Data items
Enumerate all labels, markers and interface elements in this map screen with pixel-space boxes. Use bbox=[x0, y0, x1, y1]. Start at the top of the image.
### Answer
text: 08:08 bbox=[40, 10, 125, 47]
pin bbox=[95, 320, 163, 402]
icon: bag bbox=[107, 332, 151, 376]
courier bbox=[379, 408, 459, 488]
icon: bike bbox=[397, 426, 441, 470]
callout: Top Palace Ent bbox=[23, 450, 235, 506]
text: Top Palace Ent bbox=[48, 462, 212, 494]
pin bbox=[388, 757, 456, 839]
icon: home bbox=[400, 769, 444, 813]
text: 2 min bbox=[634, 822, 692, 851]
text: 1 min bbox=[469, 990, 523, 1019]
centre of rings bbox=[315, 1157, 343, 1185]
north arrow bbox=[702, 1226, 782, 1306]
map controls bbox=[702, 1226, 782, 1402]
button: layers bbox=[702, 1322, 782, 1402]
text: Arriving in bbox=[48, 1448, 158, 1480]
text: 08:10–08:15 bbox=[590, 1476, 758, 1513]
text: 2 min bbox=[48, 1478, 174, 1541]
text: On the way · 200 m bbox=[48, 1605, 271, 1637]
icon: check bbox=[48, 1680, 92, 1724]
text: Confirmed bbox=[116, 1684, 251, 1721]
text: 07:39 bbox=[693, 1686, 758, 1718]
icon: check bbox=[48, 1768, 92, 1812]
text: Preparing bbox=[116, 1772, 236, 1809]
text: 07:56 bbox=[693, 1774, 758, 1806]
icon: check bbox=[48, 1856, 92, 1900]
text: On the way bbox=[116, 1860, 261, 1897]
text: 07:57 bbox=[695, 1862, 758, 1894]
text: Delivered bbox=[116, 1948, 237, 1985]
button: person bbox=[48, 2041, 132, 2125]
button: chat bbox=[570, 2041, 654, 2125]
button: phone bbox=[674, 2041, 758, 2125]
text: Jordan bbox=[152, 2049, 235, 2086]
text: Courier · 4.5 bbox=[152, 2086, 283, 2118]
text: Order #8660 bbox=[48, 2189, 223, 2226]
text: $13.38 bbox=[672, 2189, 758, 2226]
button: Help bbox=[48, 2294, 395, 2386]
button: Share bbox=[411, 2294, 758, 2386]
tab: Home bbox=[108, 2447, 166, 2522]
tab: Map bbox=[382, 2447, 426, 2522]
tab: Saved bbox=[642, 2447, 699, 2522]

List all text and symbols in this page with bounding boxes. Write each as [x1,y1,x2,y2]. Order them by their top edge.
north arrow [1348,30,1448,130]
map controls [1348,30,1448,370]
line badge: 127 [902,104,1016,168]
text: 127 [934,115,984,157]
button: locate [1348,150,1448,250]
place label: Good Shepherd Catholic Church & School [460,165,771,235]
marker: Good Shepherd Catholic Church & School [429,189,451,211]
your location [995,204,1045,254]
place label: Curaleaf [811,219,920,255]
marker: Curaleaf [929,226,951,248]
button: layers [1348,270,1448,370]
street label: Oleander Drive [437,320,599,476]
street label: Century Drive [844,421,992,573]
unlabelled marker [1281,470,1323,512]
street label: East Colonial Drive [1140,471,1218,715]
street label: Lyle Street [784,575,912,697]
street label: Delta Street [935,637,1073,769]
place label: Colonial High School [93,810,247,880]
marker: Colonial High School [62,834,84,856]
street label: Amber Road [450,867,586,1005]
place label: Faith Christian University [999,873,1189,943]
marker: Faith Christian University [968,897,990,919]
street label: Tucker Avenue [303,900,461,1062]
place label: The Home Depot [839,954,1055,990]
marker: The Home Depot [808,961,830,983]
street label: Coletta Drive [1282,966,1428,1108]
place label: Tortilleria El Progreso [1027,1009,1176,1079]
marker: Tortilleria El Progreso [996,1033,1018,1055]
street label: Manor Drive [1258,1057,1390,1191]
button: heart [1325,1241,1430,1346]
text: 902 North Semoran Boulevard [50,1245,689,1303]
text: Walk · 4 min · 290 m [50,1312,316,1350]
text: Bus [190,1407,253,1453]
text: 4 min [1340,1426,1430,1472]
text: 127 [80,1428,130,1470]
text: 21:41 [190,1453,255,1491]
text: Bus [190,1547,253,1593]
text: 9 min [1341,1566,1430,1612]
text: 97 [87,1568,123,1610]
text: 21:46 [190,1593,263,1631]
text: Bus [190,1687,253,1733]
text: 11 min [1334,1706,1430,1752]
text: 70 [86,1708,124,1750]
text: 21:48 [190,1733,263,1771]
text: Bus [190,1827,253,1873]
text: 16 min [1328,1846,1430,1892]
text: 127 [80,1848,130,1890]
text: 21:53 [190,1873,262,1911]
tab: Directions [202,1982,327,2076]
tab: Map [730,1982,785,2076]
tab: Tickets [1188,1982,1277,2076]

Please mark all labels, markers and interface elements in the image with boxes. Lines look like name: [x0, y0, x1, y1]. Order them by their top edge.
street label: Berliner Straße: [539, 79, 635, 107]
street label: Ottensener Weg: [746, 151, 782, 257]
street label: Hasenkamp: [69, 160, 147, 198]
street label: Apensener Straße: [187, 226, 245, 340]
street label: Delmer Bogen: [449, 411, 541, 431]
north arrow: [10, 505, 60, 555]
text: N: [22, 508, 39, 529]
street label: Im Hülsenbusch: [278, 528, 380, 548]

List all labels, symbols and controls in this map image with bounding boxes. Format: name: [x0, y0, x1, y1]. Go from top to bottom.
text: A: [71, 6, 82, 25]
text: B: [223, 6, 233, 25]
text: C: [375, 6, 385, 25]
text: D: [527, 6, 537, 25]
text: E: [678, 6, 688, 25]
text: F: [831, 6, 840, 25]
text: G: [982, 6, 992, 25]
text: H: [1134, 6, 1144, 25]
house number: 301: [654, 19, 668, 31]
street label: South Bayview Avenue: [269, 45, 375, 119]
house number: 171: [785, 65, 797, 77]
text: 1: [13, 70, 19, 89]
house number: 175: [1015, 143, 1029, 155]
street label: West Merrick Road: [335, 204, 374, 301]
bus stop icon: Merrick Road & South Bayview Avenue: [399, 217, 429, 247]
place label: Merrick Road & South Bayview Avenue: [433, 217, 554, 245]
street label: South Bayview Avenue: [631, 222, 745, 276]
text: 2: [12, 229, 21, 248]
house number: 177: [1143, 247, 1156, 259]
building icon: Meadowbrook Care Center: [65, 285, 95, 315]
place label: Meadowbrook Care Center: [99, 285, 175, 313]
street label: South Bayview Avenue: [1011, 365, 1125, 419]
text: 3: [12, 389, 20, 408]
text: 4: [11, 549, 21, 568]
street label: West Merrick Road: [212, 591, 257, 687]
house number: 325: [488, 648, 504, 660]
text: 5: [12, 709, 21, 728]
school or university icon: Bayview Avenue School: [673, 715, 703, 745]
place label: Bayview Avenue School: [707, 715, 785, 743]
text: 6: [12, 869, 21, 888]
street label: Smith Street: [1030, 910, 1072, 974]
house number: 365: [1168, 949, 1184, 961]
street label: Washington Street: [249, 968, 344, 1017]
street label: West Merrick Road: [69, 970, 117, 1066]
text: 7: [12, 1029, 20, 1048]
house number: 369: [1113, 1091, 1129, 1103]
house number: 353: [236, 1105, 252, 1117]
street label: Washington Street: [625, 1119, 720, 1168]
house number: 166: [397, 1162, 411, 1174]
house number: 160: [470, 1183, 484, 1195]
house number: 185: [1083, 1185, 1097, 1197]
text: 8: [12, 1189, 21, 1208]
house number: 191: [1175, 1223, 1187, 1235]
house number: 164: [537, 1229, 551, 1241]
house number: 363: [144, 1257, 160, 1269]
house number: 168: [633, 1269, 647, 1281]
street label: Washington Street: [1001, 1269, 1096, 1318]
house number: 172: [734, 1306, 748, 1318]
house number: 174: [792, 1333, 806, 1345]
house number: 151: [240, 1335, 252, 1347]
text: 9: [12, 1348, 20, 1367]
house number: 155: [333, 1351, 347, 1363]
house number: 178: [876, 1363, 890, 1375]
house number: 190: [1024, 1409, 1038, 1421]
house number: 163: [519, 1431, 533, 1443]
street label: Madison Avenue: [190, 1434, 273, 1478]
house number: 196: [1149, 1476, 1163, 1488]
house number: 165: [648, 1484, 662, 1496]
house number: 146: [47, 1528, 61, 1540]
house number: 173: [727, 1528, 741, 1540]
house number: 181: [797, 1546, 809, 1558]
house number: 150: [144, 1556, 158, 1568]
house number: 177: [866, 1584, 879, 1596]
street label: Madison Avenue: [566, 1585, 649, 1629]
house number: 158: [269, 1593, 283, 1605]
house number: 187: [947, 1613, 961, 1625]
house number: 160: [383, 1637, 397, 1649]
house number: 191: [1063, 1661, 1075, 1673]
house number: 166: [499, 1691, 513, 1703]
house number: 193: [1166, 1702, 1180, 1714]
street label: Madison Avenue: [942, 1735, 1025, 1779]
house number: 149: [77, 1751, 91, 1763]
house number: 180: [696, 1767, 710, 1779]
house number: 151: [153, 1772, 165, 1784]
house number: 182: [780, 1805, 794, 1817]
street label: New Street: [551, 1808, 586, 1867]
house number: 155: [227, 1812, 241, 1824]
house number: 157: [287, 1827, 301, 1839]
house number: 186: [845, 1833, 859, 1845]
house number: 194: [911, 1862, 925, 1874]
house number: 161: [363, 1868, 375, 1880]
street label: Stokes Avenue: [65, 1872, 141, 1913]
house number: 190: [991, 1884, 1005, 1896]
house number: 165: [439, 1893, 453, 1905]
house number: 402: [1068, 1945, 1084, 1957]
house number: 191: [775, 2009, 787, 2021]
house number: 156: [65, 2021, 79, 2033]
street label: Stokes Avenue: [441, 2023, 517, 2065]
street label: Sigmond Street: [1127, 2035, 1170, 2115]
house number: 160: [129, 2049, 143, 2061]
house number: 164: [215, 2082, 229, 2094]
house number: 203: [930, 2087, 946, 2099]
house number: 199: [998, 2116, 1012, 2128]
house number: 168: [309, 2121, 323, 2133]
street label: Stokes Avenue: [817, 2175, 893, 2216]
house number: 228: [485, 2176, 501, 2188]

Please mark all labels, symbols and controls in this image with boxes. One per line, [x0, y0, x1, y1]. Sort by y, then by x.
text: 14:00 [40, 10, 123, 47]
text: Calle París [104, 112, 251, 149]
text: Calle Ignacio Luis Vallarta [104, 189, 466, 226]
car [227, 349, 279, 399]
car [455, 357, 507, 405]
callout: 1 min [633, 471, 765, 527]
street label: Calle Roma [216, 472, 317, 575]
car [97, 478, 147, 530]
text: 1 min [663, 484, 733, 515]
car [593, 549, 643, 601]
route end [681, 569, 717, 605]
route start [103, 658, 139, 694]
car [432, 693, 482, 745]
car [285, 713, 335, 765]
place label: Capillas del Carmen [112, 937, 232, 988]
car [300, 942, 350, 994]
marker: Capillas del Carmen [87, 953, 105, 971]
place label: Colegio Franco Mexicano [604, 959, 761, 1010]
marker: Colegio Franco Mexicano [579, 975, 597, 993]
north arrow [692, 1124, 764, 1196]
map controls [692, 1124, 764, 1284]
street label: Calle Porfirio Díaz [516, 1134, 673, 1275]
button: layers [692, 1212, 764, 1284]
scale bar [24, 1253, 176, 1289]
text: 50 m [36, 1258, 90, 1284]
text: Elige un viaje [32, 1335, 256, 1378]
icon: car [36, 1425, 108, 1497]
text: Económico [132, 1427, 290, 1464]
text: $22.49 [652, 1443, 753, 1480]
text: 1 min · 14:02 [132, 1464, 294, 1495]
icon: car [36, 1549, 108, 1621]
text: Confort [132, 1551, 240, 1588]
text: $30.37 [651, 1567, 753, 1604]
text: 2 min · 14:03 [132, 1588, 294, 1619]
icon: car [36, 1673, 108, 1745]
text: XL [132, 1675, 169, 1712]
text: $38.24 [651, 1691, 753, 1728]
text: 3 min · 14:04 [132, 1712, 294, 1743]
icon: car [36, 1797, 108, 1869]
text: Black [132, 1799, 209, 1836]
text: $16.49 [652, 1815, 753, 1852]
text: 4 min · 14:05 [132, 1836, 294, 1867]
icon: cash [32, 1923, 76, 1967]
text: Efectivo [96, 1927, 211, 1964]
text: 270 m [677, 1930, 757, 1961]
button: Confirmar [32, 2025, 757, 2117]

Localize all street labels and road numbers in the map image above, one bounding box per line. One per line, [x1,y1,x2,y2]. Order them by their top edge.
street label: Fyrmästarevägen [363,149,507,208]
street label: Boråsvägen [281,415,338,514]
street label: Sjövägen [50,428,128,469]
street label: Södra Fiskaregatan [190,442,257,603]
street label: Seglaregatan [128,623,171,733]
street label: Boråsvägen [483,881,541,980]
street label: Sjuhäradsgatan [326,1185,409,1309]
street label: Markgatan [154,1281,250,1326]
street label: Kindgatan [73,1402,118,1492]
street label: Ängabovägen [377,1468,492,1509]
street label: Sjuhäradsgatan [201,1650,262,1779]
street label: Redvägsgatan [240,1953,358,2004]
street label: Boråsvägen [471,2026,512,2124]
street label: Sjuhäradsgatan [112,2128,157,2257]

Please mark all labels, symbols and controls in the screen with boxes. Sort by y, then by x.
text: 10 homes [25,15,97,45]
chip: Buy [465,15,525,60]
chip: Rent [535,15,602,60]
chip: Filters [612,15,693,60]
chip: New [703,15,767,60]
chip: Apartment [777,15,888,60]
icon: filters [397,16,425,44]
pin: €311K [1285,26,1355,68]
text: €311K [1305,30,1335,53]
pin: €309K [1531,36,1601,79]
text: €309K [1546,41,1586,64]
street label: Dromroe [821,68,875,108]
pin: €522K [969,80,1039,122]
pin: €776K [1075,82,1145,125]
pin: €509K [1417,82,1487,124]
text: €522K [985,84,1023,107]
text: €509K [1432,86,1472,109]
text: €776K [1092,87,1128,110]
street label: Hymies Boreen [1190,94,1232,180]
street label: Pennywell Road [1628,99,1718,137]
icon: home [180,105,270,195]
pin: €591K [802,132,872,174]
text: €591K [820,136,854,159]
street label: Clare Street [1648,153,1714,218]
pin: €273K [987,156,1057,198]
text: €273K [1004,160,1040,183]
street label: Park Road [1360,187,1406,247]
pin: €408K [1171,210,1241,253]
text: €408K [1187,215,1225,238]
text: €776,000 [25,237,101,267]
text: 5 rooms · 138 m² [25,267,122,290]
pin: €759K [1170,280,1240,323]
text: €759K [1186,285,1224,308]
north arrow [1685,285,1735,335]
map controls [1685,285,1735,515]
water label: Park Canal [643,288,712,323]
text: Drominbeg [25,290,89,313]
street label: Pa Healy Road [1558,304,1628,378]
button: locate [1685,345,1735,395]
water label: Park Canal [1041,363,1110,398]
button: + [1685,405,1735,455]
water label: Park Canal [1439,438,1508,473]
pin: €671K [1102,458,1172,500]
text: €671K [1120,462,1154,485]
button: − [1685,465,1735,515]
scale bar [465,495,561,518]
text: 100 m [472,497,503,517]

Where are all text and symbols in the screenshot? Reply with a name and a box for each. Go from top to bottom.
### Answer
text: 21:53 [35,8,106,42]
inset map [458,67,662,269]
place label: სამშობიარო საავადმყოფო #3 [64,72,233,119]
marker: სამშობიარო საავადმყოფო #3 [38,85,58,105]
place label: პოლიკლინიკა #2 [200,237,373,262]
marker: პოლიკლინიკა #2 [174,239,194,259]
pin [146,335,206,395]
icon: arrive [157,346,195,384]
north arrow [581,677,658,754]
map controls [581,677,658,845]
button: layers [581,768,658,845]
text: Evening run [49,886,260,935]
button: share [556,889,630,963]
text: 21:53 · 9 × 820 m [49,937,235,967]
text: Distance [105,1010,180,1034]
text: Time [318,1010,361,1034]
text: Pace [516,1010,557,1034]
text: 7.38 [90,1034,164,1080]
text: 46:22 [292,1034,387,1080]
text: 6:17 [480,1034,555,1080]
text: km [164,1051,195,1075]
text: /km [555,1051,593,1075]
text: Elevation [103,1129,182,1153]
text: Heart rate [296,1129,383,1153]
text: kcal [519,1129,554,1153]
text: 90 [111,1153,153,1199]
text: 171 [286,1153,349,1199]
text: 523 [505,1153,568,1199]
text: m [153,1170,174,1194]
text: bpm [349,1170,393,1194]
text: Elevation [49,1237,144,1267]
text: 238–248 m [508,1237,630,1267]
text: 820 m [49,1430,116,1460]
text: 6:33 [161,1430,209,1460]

Required action:
Show all lines from the data that contain "List".

Result for this exercise:
List all text and symbols in this page with bounding boxes. Write each as [x1,y1,x2,y2]. Order them by their top edge.
List all labels, symbols and controls in this map image with bounding boxes. Format: name: [x0, y0, x1, y1]. Go from top to bottom.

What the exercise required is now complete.